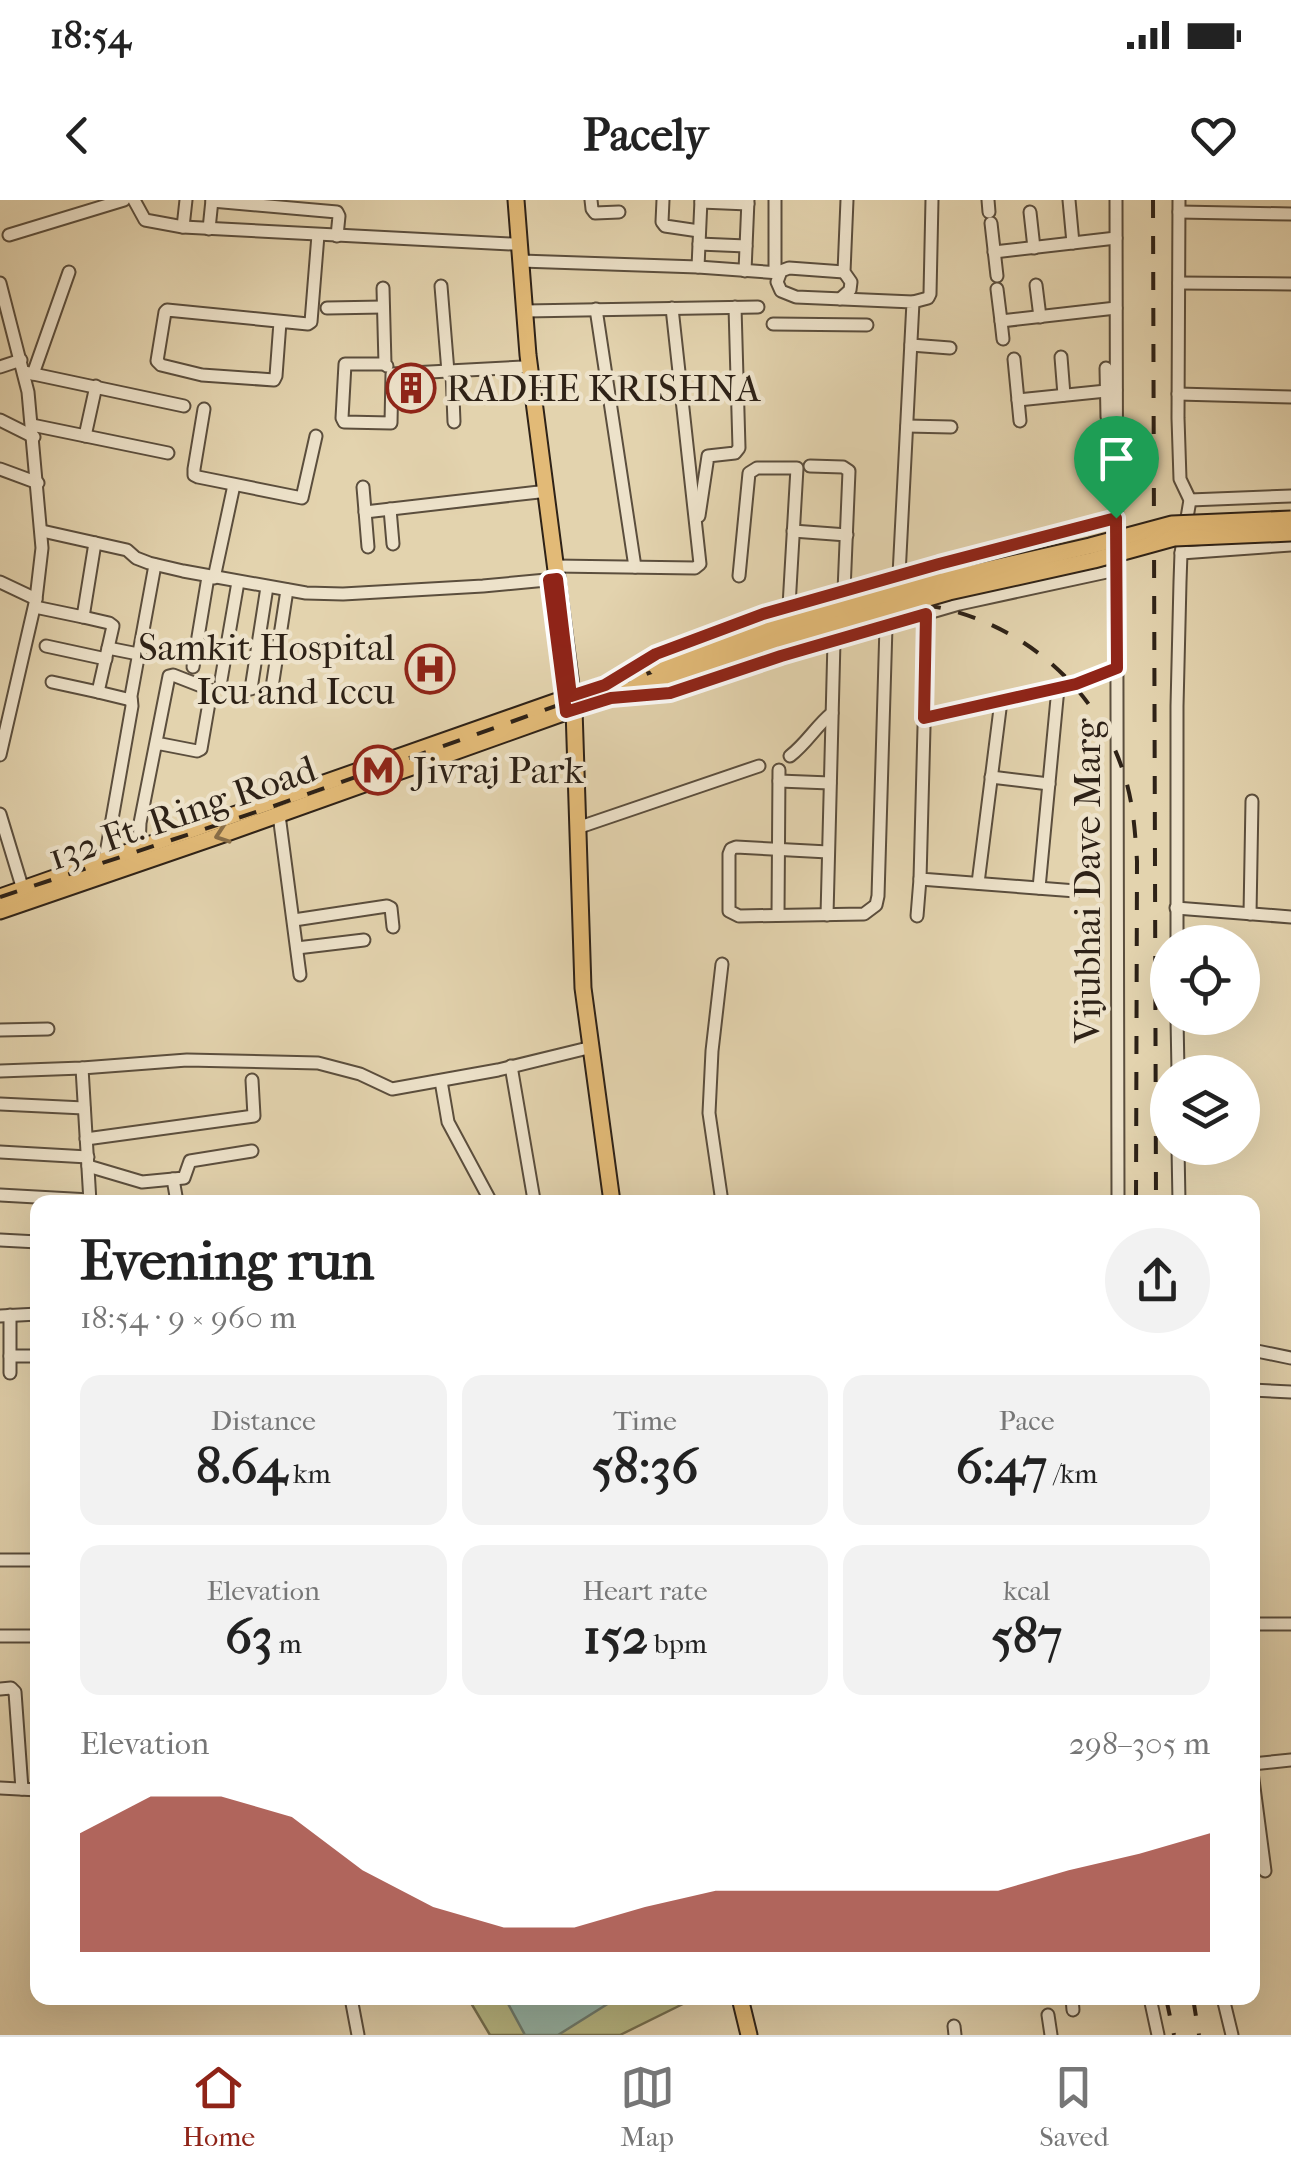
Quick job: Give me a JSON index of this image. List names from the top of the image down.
{
  "streets": {
    "main road": ["132 Ft. Ring Road"],
    "street": ["Vijubhai Dave Marg"]
  },
  "places": {
    "building": ["RADHE KRISHNA"],
    "hospital": ["Samkit Hospital Icu and Iccu"],
    "metro station": ["Jivraj Park"]
  },
  "page": {
    "status": "18:54",
    "header": "Pacely",
    "heading": ["Evening run", "18:54 · 9 × 960 m"],
    "stats": [
      ["Distance", "8.64 km"],
      ["Time", "58:36"],
      ["Pace", "6:47 /km"],
      ["Elevation", "63 m"],
      ["Heart rate", "152 bpm"],
      ["kcal", "587"]
    ],
    "chart": ["Elevation", "298–305 m"],
    "tabs": ["Home", "Map", "Saved"]
  }
}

********

* Task goal:
Copy out the entries above in full and exactly, skipping every picture.

* Output:
Quick job: Give me a JSON index of this image. List names from the top of the image down.
{
  "streets": {
    "main road": ["132 Ft. Ring Road"],
    "street": ["Vijubhai Dave Marg"]
  },
  "places": {
    "building": ["RADHE KRISHNA"],
    "hospital": ["Samkit Hospital Icu and Iccu"],
    "metro station": ["Jivraj Park"]
  },
  "page": {
    "status": "18:54",
    "header": "Pacely",
    "heading": ["Evening run", "18:54 · 9 × 960 m"],
    "stats": [
      ["Distance", "8.64 km"],
      ["Time", "58:36"],
      ["Pace", "6:47 /km"],
      ["Elevation", "63 m"],
      ["Heart rate", "152 bpm"],
      ["kcal", "587"]
    ],
    "chart": ["Elevation", "298–305 m"],
    "tabs": ["Home", "Map", "Saved"]
  }
}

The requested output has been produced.